**** SOURCE DATA ****

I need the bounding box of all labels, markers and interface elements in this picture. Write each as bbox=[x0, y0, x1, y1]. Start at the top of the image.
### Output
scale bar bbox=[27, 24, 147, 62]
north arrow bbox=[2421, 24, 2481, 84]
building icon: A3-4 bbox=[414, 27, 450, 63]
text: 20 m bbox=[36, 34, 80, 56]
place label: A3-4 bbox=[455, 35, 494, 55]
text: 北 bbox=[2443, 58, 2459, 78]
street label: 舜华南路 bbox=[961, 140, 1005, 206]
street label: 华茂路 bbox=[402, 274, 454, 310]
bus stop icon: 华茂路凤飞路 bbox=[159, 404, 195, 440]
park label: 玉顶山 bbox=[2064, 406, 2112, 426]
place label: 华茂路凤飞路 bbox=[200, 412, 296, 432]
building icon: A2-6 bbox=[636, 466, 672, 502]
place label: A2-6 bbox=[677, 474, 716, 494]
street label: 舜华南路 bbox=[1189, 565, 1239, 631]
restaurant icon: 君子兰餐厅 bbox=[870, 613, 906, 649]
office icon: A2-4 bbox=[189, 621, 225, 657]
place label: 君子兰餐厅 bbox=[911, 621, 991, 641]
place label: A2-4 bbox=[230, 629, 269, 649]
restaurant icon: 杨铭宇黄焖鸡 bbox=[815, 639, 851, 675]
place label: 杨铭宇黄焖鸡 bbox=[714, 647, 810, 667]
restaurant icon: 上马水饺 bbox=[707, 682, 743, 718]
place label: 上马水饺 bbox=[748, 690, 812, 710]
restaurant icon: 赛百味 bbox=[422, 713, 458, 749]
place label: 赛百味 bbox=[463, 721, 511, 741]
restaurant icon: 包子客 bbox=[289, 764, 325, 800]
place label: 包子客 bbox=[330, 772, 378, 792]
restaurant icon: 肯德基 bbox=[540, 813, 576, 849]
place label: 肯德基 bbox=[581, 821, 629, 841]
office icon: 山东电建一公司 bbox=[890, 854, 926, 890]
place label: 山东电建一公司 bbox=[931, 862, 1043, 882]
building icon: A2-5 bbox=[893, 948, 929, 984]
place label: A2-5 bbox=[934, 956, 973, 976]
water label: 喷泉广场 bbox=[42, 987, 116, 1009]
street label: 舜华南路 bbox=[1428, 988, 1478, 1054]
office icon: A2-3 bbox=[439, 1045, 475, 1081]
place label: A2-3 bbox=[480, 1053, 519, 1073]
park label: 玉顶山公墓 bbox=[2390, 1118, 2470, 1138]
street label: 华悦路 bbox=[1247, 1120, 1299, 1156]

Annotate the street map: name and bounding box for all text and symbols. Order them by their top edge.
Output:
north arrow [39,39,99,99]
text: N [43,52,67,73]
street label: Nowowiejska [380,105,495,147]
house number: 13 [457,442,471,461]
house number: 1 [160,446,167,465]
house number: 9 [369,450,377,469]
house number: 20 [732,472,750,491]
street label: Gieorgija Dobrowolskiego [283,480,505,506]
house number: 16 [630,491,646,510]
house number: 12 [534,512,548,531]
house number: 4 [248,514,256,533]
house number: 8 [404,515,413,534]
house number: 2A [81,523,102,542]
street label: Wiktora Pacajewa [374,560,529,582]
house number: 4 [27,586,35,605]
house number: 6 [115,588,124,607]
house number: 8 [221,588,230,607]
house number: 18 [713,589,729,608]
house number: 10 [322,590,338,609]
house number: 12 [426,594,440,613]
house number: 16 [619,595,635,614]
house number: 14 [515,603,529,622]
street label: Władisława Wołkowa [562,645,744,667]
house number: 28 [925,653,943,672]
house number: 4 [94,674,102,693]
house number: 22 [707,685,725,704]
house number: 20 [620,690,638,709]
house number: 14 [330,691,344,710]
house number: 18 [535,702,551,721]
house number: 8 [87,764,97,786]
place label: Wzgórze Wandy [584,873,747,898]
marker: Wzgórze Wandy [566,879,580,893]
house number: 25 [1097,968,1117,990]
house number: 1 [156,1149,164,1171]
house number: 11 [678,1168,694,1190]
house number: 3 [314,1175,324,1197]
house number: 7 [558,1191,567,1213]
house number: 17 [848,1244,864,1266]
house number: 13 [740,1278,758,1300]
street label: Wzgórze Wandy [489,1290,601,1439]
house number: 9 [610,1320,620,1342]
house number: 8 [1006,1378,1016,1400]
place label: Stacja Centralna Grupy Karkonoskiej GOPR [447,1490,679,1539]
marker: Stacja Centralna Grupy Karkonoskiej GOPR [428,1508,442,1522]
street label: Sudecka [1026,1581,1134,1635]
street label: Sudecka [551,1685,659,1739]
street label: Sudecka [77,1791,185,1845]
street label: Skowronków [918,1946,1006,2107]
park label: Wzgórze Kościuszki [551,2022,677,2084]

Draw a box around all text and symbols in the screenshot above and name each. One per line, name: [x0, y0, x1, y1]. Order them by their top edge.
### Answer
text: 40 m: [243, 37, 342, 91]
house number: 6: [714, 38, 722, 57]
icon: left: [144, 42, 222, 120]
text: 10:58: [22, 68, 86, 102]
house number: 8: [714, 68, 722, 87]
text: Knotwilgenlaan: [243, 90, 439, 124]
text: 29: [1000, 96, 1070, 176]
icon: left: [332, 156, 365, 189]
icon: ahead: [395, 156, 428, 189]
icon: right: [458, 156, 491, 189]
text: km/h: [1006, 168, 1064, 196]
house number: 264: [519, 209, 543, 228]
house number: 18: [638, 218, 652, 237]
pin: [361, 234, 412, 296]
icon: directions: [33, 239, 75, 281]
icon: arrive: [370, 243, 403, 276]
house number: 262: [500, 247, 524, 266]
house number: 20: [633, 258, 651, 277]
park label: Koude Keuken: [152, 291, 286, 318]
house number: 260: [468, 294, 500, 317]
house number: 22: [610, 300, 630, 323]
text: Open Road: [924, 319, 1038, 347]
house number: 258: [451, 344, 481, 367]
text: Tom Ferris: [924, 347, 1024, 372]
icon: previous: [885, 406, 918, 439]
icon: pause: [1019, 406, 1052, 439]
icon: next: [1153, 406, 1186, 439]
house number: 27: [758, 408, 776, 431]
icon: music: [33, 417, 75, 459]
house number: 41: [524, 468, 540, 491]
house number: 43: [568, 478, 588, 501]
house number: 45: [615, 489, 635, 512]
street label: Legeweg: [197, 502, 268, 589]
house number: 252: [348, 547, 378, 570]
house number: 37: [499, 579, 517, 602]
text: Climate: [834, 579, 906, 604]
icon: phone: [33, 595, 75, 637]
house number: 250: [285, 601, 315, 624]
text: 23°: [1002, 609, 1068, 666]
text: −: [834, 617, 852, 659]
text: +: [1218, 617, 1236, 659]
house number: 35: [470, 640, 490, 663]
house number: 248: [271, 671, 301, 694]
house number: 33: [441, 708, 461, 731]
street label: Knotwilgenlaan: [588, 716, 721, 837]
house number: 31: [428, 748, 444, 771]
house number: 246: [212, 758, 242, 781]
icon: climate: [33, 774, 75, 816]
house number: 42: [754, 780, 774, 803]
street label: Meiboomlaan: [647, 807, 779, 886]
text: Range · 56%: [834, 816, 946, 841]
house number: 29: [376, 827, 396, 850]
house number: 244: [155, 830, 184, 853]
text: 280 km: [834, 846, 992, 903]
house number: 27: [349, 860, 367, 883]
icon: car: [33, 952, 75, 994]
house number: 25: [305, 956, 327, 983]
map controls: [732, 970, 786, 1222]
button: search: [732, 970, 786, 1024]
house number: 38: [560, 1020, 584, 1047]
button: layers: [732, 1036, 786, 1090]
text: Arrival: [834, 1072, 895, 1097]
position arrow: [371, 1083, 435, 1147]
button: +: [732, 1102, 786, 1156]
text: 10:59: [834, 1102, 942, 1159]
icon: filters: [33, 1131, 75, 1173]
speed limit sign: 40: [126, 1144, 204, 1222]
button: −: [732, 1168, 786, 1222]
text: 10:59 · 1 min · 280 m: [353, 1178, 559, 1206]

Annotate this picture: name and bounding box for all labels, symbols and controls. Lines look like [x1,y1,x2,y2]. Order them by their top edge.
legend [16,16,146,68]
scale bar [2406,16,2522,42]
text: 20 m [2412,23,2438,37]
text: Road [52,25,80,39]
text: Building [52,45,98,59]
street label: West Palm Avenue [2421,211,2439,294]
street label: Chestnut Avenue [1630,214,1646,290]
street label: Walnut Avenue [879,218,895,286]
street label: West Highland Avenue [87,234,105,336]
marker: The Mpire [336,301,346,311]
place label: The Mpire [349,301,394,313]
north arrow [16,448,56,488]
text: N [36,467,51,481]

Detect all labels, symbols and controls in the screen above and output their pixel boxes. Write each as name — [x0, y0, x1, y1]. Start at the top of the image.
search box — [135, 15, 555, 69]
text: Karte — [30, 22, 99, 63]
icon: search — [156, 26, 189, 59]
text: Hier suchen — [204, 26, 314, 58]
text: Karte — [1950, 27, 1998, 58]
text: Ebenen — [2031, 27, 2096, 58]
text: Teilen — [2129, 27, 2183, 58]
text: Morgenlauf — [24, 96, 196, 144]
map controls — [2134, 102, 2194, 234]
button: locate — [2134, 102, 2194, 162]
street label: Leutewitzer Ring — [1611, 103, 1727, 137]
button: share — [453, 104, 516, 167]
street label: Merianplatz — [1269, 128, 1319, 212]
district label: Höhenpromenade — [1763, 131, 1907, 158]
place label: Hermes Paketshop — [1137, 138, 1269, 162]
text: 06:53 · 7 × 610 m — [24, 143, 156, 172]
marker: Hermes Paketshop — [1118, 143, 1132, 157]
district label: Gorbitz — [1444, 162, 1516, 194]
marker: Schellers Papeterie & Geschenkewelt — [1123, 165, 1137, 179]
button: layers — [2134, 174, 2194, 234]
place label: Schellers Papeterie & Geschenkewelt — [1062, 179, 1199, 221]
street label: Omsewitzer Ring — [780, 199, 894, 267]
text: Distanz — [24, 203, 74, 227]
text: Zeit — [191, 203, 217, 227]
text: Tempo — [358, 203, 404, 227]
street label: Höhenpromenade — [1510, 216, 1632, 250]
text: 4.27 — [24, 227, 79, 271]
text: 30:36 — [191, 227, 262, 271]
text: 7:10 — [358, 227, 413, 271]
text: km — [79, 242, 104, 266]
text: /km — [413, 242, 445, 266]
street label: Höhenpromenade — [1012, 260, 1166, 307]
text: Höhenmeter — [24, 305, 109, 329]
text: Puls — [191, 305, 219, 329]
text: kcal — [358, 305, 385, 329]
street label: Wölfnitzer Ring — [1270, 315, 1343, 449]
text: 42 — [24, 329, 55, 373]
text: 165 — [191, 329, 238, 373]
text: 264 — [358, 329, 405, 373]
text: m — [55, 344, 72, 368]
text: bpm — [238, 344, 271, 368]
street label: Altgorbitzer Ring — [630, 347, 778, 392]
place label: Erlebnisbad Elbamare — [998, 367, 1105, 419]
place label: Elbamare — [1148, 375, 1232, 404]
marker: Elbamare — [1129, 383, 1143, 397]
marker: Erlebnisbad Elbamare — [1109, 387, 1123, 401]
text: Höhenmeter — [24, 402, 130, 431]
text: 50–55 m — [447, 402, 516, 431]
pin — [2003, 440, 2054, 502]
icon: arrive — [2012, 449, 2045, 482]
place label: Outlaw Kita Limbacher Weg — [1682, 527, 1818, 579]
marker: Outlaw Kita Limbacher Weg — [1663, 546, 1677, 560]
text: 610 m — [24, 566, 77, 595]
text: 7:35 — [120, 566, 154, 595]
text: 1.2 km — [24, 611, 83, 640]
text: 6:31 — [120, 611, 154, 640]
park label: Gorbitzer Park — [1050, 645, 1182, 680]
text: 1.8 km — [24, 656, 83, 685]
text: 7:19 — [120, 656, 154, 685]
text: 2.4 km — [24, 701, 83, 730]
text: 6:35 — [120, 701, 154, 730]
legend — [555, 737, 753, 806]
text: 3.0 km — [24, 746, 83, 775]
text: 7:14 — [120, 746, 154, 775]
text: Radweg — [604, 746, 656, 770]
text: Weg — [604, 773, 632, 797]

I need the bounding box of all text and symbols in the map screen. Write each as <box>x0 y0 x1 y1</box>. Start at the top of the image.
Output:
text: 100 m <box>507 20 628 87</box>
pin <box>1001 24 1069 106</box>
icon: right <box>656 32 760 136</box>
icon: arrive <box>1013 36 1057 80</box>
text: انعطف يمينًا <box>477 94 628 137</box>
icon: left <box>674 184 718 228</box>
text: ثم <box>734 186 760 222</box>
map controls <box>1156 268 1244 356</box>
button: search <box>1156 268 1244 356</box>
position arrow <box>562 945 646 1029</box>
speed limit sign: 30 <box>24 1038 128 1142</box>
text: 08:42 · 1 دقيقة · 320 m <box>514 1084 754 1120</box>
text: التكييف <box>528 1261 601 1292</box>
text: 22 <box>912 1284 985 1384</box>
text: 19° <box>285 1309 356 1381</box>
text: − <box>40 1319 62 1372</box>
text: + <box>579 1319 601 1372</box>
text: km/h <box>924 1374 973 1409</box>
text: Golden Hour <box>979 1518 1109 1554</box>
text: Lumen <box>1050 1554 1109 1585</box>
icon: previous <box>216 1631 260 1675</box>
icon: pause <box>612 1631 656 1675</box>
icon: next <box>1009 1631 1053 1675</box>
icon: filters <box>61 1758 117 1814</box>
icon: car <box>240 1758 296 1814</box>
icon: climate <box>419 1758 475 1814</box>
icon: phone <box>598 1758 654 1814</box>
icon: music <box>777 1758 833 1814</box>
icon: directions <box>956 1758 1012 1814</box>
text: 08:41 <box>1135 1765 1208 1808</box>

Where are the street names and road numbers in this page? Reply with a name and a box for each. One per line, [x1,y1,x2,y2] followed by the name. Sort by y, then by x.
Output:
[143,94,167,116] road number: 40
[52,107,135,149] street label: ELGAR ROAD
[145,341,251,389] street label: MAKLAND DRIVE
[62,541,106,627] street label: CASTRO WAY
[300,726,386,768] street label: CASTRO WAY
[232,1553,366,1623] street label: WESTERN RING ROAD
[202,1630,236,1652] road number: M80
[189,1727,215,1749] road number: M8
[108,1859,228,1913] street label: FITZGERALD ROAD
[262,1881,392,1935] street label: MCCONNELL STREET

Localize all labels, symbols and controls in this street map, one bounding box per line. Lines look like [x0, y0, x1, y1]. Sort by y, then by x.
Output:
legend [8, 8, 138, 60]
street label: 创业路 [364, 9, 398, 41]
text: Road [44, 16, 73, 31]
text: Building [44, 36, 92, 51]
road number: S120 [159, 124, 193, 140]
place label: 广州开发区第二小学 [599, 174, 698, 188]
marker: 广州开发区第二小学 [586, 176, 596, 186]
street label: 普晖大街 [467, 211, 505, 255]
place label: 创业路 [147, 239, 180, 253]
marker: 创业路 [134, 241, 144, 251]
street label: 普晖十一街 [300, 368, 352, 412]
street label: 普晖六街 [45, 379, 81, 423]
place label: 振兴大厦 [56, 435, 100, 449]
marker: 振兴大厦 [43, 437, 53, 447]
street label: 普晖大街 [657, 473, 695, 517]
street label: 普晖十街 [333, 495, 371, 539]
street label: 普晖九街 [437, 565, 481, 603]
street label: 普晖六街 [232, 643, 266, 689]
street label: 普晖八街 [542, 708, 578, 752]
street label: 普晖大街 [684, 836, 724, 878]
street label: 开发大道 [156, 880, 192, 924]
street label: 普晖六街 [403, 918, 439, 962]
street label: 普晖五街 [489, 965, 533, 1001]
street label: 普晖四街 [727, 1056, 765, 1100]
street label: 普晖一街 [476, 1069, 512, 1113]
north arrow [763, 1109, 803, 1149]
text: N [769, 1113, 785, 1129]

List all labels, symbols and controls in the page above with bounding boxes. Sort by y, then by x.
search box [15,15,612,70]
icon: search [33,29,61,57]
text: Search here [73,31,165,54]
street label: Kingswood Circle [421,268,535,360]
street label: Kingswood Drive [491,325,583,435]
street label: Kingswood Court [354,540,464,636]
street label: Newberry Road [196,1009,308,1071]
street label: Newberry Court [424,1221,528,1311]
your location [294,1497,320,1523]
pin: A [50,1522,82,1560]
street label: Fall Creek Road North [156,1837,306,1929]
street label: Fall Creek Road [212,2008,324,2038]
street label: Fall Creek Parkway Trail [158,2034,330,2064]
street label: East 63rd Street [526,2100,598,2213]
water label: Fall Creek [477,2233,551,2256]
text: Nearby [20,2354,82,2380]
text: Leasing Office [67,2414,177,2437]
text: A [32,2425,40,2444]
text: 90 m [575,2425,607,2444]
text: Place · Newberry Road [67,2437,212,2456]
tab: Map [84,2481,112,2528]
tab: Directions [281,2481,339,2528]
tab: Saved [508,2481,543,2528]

****

(ABOUT THIS TASK)
The answer should consist of all lines from the records above that hold the word "legend".

(OUTPUT OF THE TASK)
legend [16,16,146,68]
legend — [555, 737, 753, 806]
legend [8, 8, 138, 60]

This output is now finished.